▶ **Brief**: The required output is the lines below from the line containing "1480px,334px 1518px,321px 1520px,327px" to the line containing "1791px,209px 1881px,27px 1902px,17px", inclusive, retyped exactly. No other lines belong in it.

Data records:
= = = =

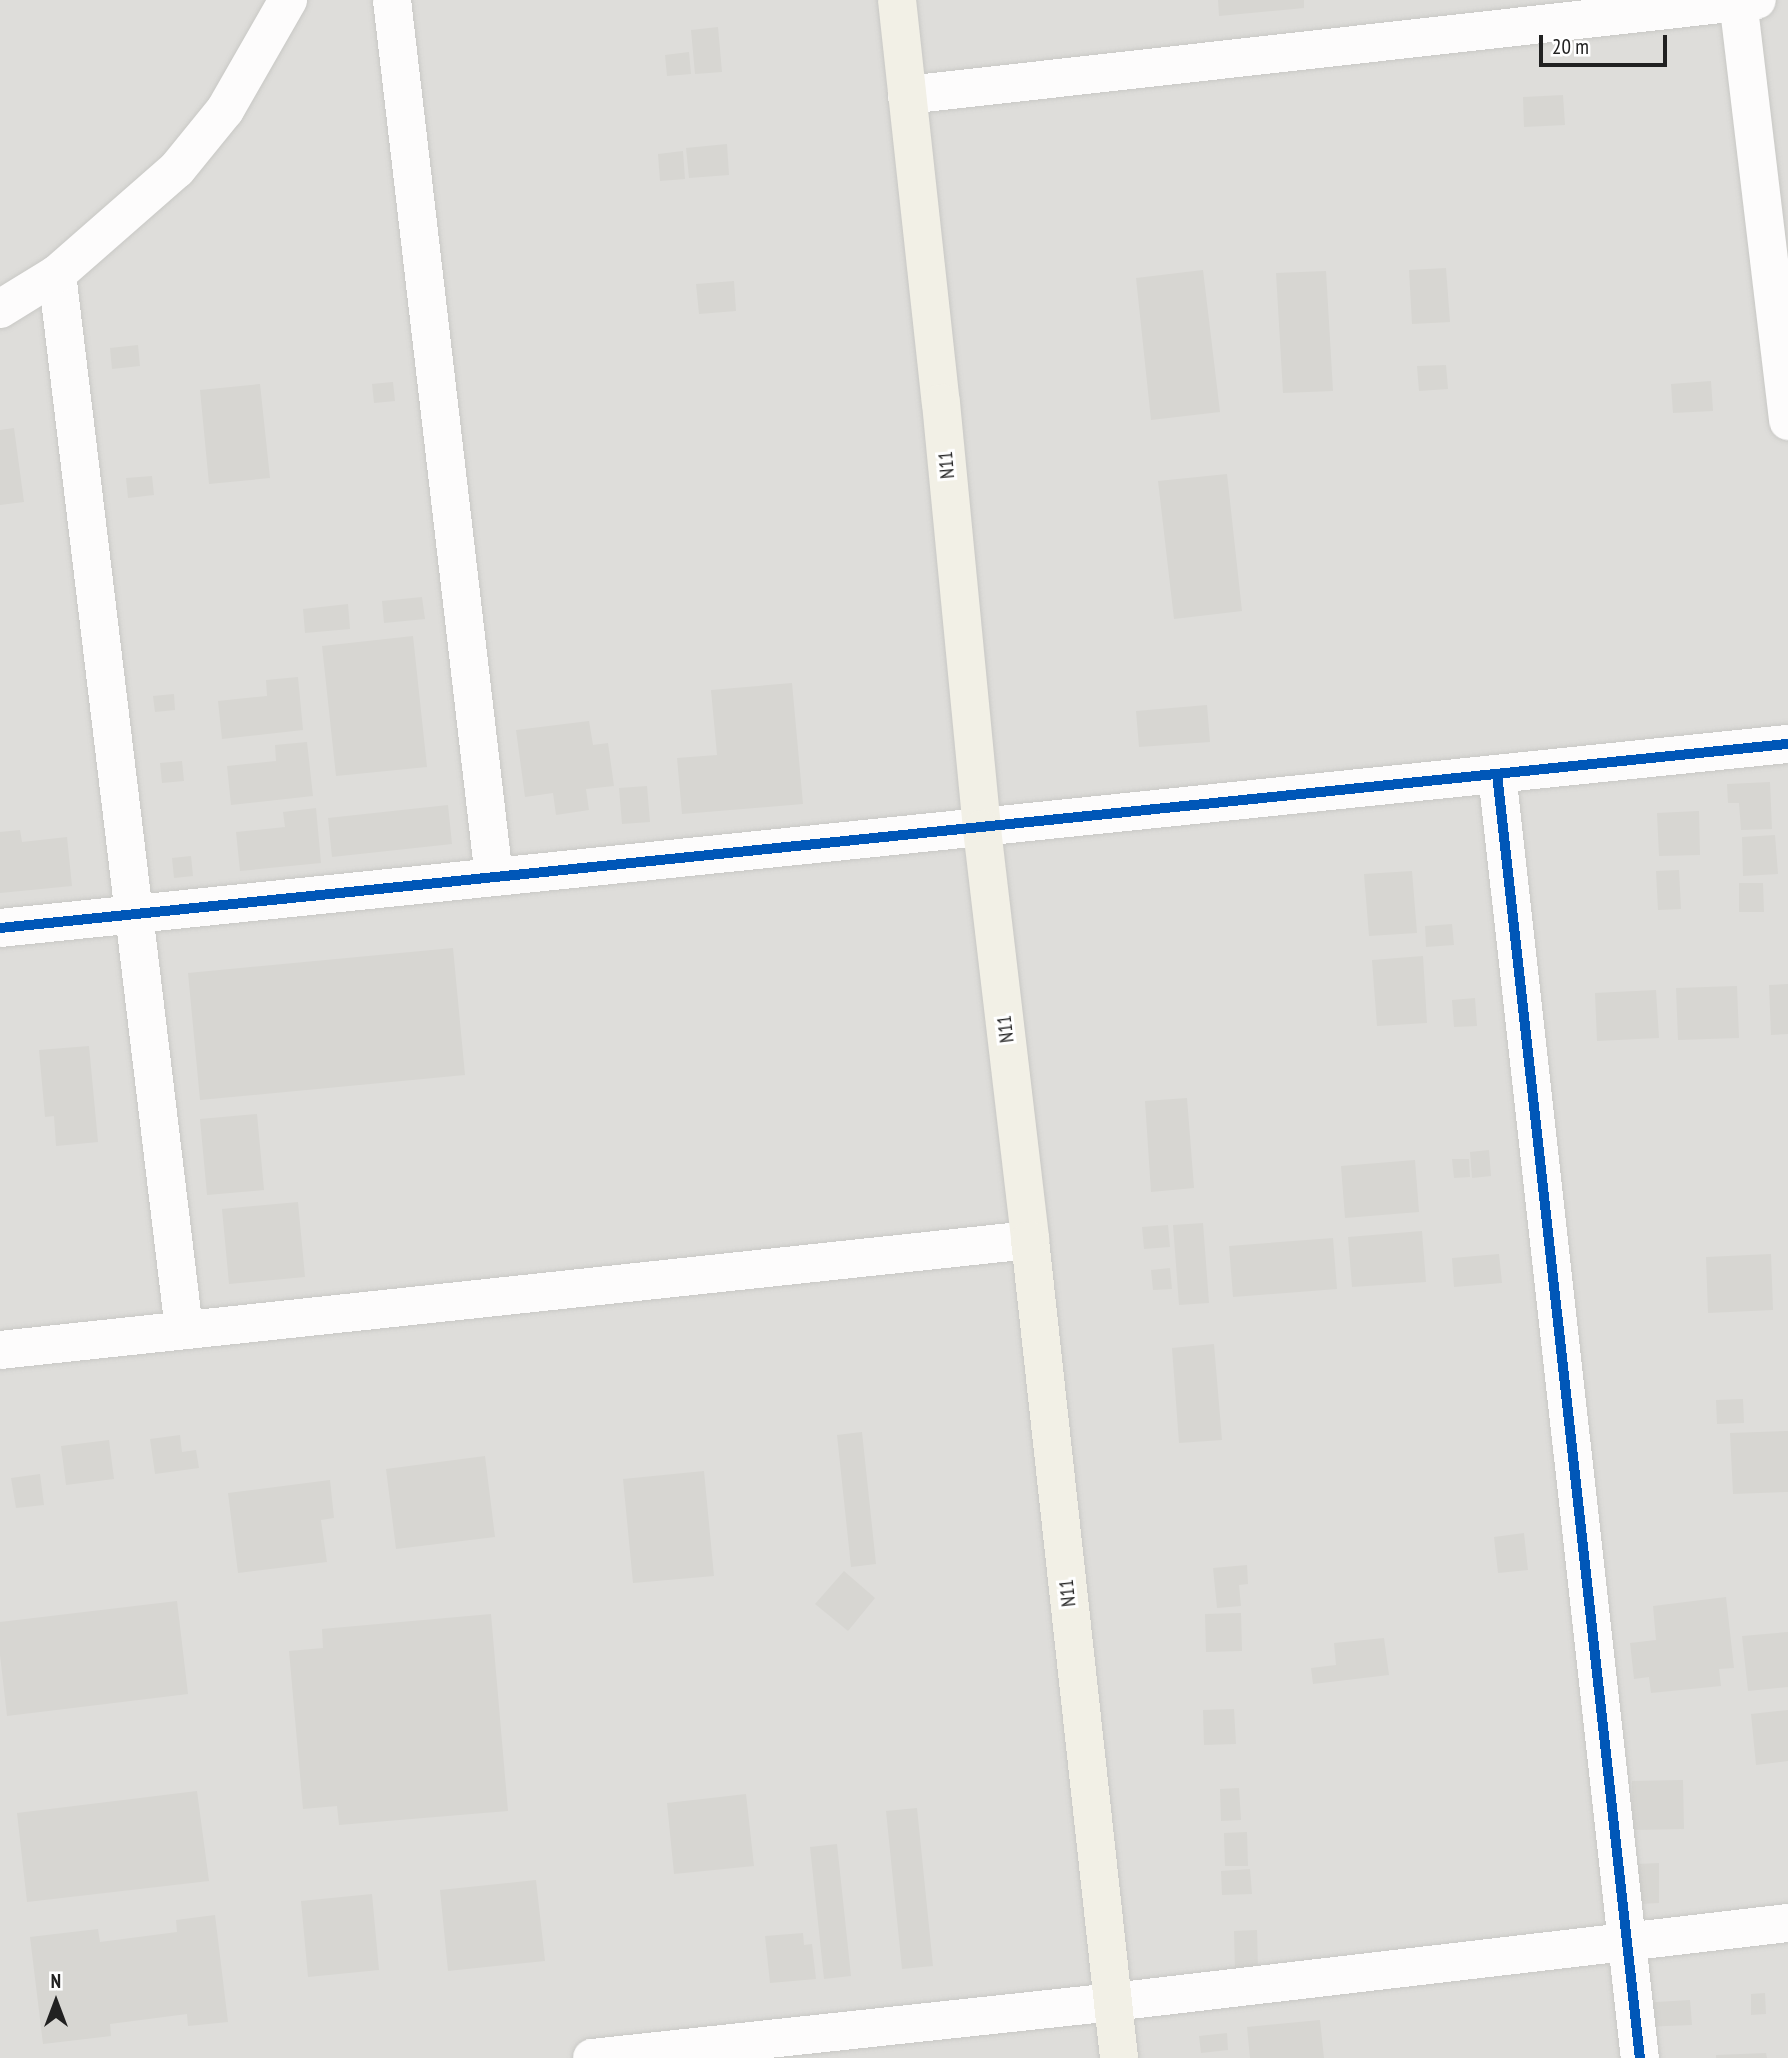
<!DOCTYPE html>
<style>
body{margin:0}
#map{position:relative;width:1788px;height:2058px;overflow:hidden;background:#efeee9;font-family:"PT Sans Narrow",sans-serif}
div>[style]{position:absolute}
.residential>*{inset:0;background:#deddda}
.building>*{inset:0;background:#d7d6d2}
.roads{filter:drop-shadow(0 0 2px #c8c8c5) drop-shadow(0 0 2px #c8c8c5)}
.street>*{height:38px;margin:-19px;padding:0 19px;transform-origin:19px;border-radius:19px;background:#fdfcfc}
.primary>*{height:38px;margin:-19px;padding:0 19px;transform-origin:19px;border-radius:19px;background:#f2f0e6}
.cycleway>*{height:10px;margin:-5px;padding:0 5px;transform-origin:5px;border-radius:5px;background:#0057b8}
span{translate:-50% -50%;white-space:nowrap;text-align:center;line-height:1.15;-webkit-text-stroke:6px #fff;paint-order:stroke}
.street-label{font-size:19px;color:#212121}
.north{position:absolute;left:21px;top:1967px;width:70px;height:70px;-webkit-text-stroke:5px #fff;paint-order:stroke;rotate:0deg;font-size:19px;font-weight:700;line-height:28px;text-align:center;color:#212121}
.north::after{content:'';display:block;margin:auto;width:24px;height:32px;background:#212121;clip-path:polygon(50% 0,100% 100%,50% 72%,0 100%)}
.scale{position:absolute;left:1539px;top:35px;width:128px;height:32px;box-sizing:border-box;border:4px solid #212121;border-top:0;padding-left:9px;font-size:21px;line-height:24px;white-space:nowrap;color:#212121;-webkit-text-stroke:5px #fff;paint-order:stroke}
</style>
<div id="map">
<div class="residential">
<div style="clip-path:polygon(0 0,1788px 0,1788px 2058px,0 2058px)"></div>
</div>
<div class="building">
<div style="clip-path:polygon(1218px 0,1304px 0,1304px 8px,1219px 16px)"></div>
<div style="clip-path:polygon(718px 27px,722px 72px,695px 74px,691px 30px)"></div>
<div style="clip-path:polygon(689px 52px,691px 74px,667px 76px,665px 55px)"></div>
<div style="clip-path:polygon(1563px 95px,1565px 125px,1524px 127px,1523px 97px)"></div>
<div style="clip-path:polygon(727px 144px,729px 175px,689px 178px,686px 148px)"></div>
<div style="clip-path:polygon(683px 151px,685px 179px,660px 181px,658px 154px)"></div>
<div style="clip-path:polygon(1446px 268px,1450px 322px,1412px 324px,1409px 270px)"></div>
<div style="clip-path:polygon(1203px 270px,1220px 412px,1151px 420px,1136px 278px)"></div>
<div style="clip-path:polygon(1326px 271px,1333px 391px,1283px 393px,1276px 273px)"></div>
<div style="clip-path:polygon(734px 281px,736px 311px,699px 314px,696px 284px)"></div>
<div style="clip-path:polygon(138px 345px,140px 366px,112px 369px,110px 348px)"></div>
<div style="clip-path:polygon(1446px 365px,1448px 389px,1419px 391px,1417px 366px)"></div>
<div style="clip-path:polygon(1711px 381px,1713px 411px,1673px 413px,1671px 384px)"></div>
<div style="clip-path:polygon(393px 382px,395px 401px,374px 403px,372px 384px)"></div>
<div style="clip-path:polygon(260px 384px,270px 478px,209px 484px,200px 390px)"></div>
<div style="clip-path:polygon(14px 428px,24px 502px,0 505px,0 430px)"></div>
<div style="clip-path:polygon(1227px 474px,1242px 611px,1174px 619px,1158px 481px)"></div>
<div style="clip-path:polygon(152px 476px,154px 495px,128px 498px,126px 478px)"></div>
<div style="clip-path:polygon(422px 597px,425px 619px,384px 623px,382px 601px)"></div>
<div style="clip-path:polygon(348px 604px,350px 629px,305px 633px,303px 609px)"></div>
<div style="clip-path:polygon(413px 636px,427px 767px,336px 776px,322px 646px)"></div>
<div style="clip-path:polygon(298px 677px,303px 730px,222px 739px,218px 701px,267px 696px,266px 680px)"></div>
<div style="clip-path:polygon(792px 683px,803px 804px,682px 814px,677px 758px,717px 755px,711px 690px)"></div>
<div style="clip-path:polygon(174px 694px,175px 710px,155px 712px,153px 696px)"></div>
<div style="clip-path:polygon(1207px 705px,1210px 742px,1139px 747px,1136px 711px)"></div>
<div style="clip-path:polygon(589px 721px,593px 745px,608px 743px,614px 786px,586px 789px,589px 810px,556px 815px,553px 793px,525px 797px,516px 730px)"></div>
<div style="clip-path:polygon(307px 742px,313px 796px,231px 805px,227px 766px,276px 761px,275px 745px)"></div>
<div style="clip-path:polygon(182px 761px,184px 781px,162px 783px,160px 763px)"></div>
<div style="clip-path:polygon(1770px 782px,1772px 829px,1741px 830px,1739px 803px,1728px 803px,1727px 784px)"></div>
<div style="clip-path:polygon(647px 786px,650px 822px,622px 824px,619px 788px)"></div>
<div style="clip-path:polygon(448px 805px,452px 844px,332px 857px,328px 818px)"></div>
<div style="clip-path:polygon(316px 808px,321px 863px,240px 871px,236px 832px,285px 827px,283px 812px)"></div>
<div style="clip-path:polygon(1699px 811px,1700px 855px,1659px 856px,1657px 813px)"></div>
<div style="clip-path:polygon(20px 830px,22px 842px,67px 837px,72px 886px,0 893px,0 832px)"></div>
<div style="clip-path:polygon(1775px 835px,1778px 874px,1743px 876px,1742px 837px)"></div>
<div style="clip-path:polygon(191px 856px,193px 876px,174px 878px,172px 858px)"></div>
<div style="clip-path:polygon(1679px 870px,1681px 909px,1658px 910px,1656px 871px)"></div>
<div style="clip-path:polygon(1412px 871px,1417px 933px,1369px 936px,1364px 874px)"></div>
<div style="clip-path:polygon(1739px 883px,1763px 883px,1764px 912px,1739px 912px)"></div>
<div style="clip-path:polygon(1452px 924px,1454px 945px,1426px 947px,1425px 926px)"></div>
<div style="clip-path:polygon(453px 948px,465px 1075px,200px 1100px,188px 973px)"></div>
<div style="clip-path:polygon(1423px 956px,1427px 1023px,1377px 1026px,1372px 960px)"></div>
<div style="clip-path:polygon(1788px 984px,1788px 1034px,1771px 1035px,1769px 985px)"></div>
<div style="clip-path:polygon(1737px 986px,1739px 1038px,1678px 1040px,1676px 988px)"></div>
<div style="clip-path:polygon(1656px 990px,1659px 1038px,1597px 1041px,1595px 993px)"></div>
<div style="clip-path:polygon(1475px 998px,1477px 1026px,1454px 1027px,1452px 1000px)"></div>
<div style="clip-path:polygon(89px 1046px,98px 1142px,56px 1146px,54px 1116px,45px 1117px,39px 1050px)"></div>
<div style="clip-path:polygon(1187px 1098px,1194px 1188px,1151px 1192px,1145px 1101px)"></div>
<div style="clip-path:polygon(257px 1114px,264px 1190px,207px 1195px,200px 1119px)"></div>
<div style="clip-path:polygon(1489px 1150px,1491px 1176px,1472px 1178px,1470px 1152px)"></div>
<div style="clip-path:polygon(1452px 1159px,1469px 1159px,1470px 1177px,1454px 1178px)"></div>
<div style="clip-path:polygon(1415px 1160px,1419px 1212px,1345px 1218px,1341px 1166px)"></div>
<div style="clip-path:polygon(298px 1202px,305px 1277px,229px 1284px,222px 1209px)"></div>
<div style="clip-path:polygon(1203px 1223px,1209px 1303px,1179px 1305px,1173px 1225px)"></div>
<div style="clip-path:polygon(1168px 1225px,1170px 1247px,1144px 1249px,1142px 1227px)"></div>
<div style="clip-path:polygon(1422px 1231px,1426px 1282px,1352px 1287px,1348px 1237px)"></div>
<div style="clip-path:polygon(1333px 1238px,1337px 1289px,1233px 1297px,1229px 1246px)"></div>
<div style="clip-path:polygon(1499px 1254px,1502px 1283px,1454px 1287px,1452px 1258px)"></div>
<div style="clip-path:polygon(1771px 1254px,1773px 1310px,1708px 1313px,1706px 1257px)"></div>
<div style="clip-path:polygon(1170px 1268px,1172px 1289px,1153px 1290px,1151px 1270px)"></div>
<div style="clip-path:polygon(1214px 1344px,1222px 1440px,1179px 1443px,1172px 1348px)"></div>
<div style="clip-path:polygon(1743px 1399px,1744px 1423px,1717px 1424px,1716px 1400px)"></div>
<div style="clip-path:polygon(1788px 1431px,1788px 1492px,1733px 1494px,1730px 1433px)"></div>
<div style="clip-path:polygon(862px 1432px,876px 1564px,851px 1567px,837px 1435px)"></div>
<div style="clip-path:polygon(180px 1435px,182px 1452px,196px 1450px,199px 1468px,155px 1474px,150px 1439px)"></div>
<div style="clip-path:polygon(109px 1440px,114px 1479px,66px 1485px,61px 1446px)"></div>
<div style="clip-path:polygon(485px 1456px,495px 1537px,396px 1549px,386px 1469px)"></div>
<div style="clip-path:polygon(704px 1471px,714px 1576px,633px 1583px,623px 1479px)"></div>
<div style="clip-path:polygon(40px 1474px,44px 1505px,16px 1508px,11px 1478px)"></div>
<div style="clip-path:polygon(330px 1480px,334px 1518px,321px 1520px,327px 1562px,238px 1573px,228px 1493px)"></div>
<div style="clip-path:polygon(1524px 1533px,1528px 1570px,1498px 1573px,1494px 1537px)"></div>
<div style="clip-path:polygon(1247px 1565px,1248px 1584px,1239px 1585px,1241px 1606px,1217px 1608px,1213px 1568px)"></div>
<div style="clip-path:polygon(844px 1571px,875px 1598px,848px 1631px,815px 1604px)"></div>
<div style="clip-path:polygon(1726px 1597px,1734px 1668px,1719px 1669px,1721px 1686px,1651px 1693px,1649px 1677px,1634px 1679px,1630px 1643px,1656px 1640px,1653px 1606px)"></div>
<div style="clip-path:polygon(177px 1601px,188px 1694px,7px 1716px,0 1655px,0 1622px)"></div>
<div style="clip-path:polygon(1241px 1613px,1242px 1651px,1206px 1652px,1205px 1614px)"></div>
<div style="clip-path:polygon(491px 1614px,508px 1811px,339px 1825px,337px 1806px,303px 1809px,289px 1651px,323px 1648px,322px 1629px)"></div>
<div style="clip-path:polygon(1788px 1632px,1788px 1687px,1748px 1691px,1742px 1636px)"></div>
<div style="clip-path:polygon(1384px 1638px,1389px 1675px,1313px 1684px,1311px 1668px,1336px 1665px,1334px 1643px)"></div>
<div style="clip-path:polygon(1234px 1709px,1236px 1744px,1204px 1745px,1203px 1710px)"></div>
<div style="clip-path:polygon(1788px 1710px,1788px 1761px,1756px 1765px,1751px 1714px)"></div>
<div style="clip-path:polygon(1683px 1780px,1684px 1829px,1633px 1830px,1632px 1781px)"></div>
<div style="clip-path:polygon(1239px 1788px,1241px 1820px,1221px 1821px,1220px 1789px)"></div>
<div style="clip-path:polygon(197px 1791px,209px 1881px,27px 1902px,17px 1813px)"></div>
<div style="clip-path:polygon(746px 1794px,754px 1866px,674px 1874px,667px 1803px)"></div>
<div style="clip-path:polygon(917px 1808px,933px 1966px,902px 1969px,886px 1811px)"></div>
<div style="clip-path:polygon(1247px 1832px,1248px 1866px,1225px 1866px,1224px 1833px)"></div>
<div style="clip-path:polygon(837px 1844px,851px 1976px,824px 1979px,810px 1847px)"></div>
<div style="clip-path:polygon(1659px 1863px,1659px 1903px,1638px 1904px,1637px 1864px)"></div>
<div style="clip-path:polygon(1250px 1869px,1252px 1894px,1222px 1895px,1221px 1871px)"></div>
<div style="clip-path:polygon(536px 1880px,545px 1961px,448px 1971px,440px 1890px)"></div>
<div style="clip-path:polygon(372px 1894px,379px 1970px,308px 1977px,301px 1901px)"></div>
<div style="clip-path:polygon(215px 1915px,228px 2022px,188px 2026px,187px 2014px,110px 2024px,111px 2036px,43px 2044px,30px 1937px,98px 1929px,100px 1942px,177px 1932px,176px 1920px)"></div>
<div style="clip-path:polygon(1257px 1930px,1258px 1969px,1235px 1970px,1234px 1931px)"></div>
<div style="clip-path:polygon(803px 1933px,804px 1945px,812px 1944px,816px 1979px,770px 1983px,765px 1936px)"></div>
<div style="clip-path:polygon(1765px 1993px,1766px 2014px,1751px 2015px,1751px 1994px)"></div>
<div style="clip-path:polygon(1690px 2000px,1692px 2025px,1641px 2027px,1640px 2003px)"></div>
<div style="clip-path:polygon(1320px 2020px,1324px 2058px,1250px 2058px,1247px 2027px)"></div>
<div style="clip-path:polygon(1227px 2033px,1228px 2050px,1201px 2053px,1199px 2036px)"></div>
<div style="clip-path:polygon(1766px 2053px,1767px 2058px,1716px 2058px,1716px 2055px)"></div>
</div>
<div class="roads">
<div class="street">
<div style="left:392px;top:0;width:883px;rotate:83.37deg"></div>
<div style="left:1738px;top:0;width:424px;rotate:83.2deg"></div>
<div style="left:907px;top:95px;width:855px;rotate:-6.38deg"></div>
<div style="left:57px;top:274px;width:1063px;rotate:83.14deg"></div>
<div style="left:0;top:309px;width:67px;rotate:-31.6deg"></div>
<div style="left:57px;top:274px;width:159px;rotate:-41.2deg"></div>
<div style="left:177px;top:169px;width:76px;rotate:-50.9deg"></div>
<div style="left:225px;top:110px;width:127px;rotate:-60.2deg"></div>
<div style="left:1497px;top:774px;width:1292px;rotate:83.65deg"></div>
<div style="left:0;top:928px;width:1797px;rotate:-5.88deg"></div>
<div style="left:0;top:1350px;width:1036px;rotate:-6.1deg"></div>
<div style="left:592px;top:2058px;width:524px;rotate:-6.13deg"></div>
<div style="left:1113px;top:2002px;width:680px;rotate:-6.68deg"></div>
</div>
<div class="primary">
<div style="left:897px;top:0;width:405px;rotate:83.8deg"></div>
<div style="left:941px;top:403px;width:428px;rotate:84.5deg"></div>
<div style="left:982px;top:829px;width:414px;rotate:83.3deg"></div>
<div style="left:1030px;top:1240px;width:823px;rotate:83.79deg"></div>
</div>
</div>
<div class="cycleway">
<div style="left:1497px;top:774px;width:1292px;rotate:83.65deg"></div>
<div style="left:0;top:928px;width:1797px;rotate:-5.88deg"></div>
</div>
<div class="street-label">
<span style="left:947px;top:465px;rotate:-95deg">N11</span>
<span style="left:1006px;top:1029px;rotate:-97deg">N11</span>
<span style="left:1068px;top:1593px;rotate:-96deg">N11</span>
</div>
<div class="north">N</div>
<div class="scale">20 m</div>
</div>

= = = =

▶ **Solution to the exercise**:
<div style="clip-path:polygon(330px 1480px,334px 1518px,321px 1520px,327px 1562px,238px 1573px,228px 1493px)"></div>
<div style="clip-path:polygon(1524px 1533px,1528px 1570px,1498px 1573px,1494px 1537px)"></div>
<div style="clip-path:polygon(1247px 1565px,1248px 1584px,1239px 1585px,1241px 1606px,1217px 1608px,1213px 1568px)"></div>
<div style="clip-path:polygon(844px 1571px,875px 1598px,848px 1631px,815px 1604px)"></div>
<div style="clip-path:polygon(1726px 1597px,1734px 1668px,1719px 1669px,1721px 1686px,1651px 1693px,1649px 1677px,1634px 1679px,1630px 1643px,1656px 1640px,1653px 1606px)"></div>
<div style="clip-path:polygon(177px 1601px,188px 1694px,7px 1716px,0 1655px,0 1622px)"></div>
<div style="clip-path:polygon(1241px 1613px,1242px 1651px,1206px 1652px,1205px 1614px)"></div>
<div style="clip-path:polygon(491px 1614px,508px 1811px,339px 1825px,337px 1806px,303px 1809px,289px 1651px,323px 1648px,322px 1629px)"></div>
<div style="clip-path:polygon(1788px 1632px,1788px 1687px,1748px 1691px,1742px 1636px)"></div>
<div style="clip-path:polygon(1384px 1638px,1389px 1675px,1313px 1684px,1311px 1668px,1336px 1665px,1334px 1643px)"></div>
<div style="clip-path:polygon(1234px 1709px,1236px 1744px,1204px 1745px,1203px 1710px)"></div>
<div style="clip-path:polygon(1788px 1710px,1788px 1761px,1756px 1765px,1751px 1714px)"></div>
<div style="clip-path:polygon(1683px 1780px,1684px 1829px,1633px 1830px,1632px 1781px)"></div>
<div style="clip-path:polygon(1239px 1788px,1241px 1820px,1221px 1821px,1220px 1789px)"></div>
<div style="clip-path:polygon(197px 1791px,209px 1881px,27px 1902px,17px 1813px)"></div>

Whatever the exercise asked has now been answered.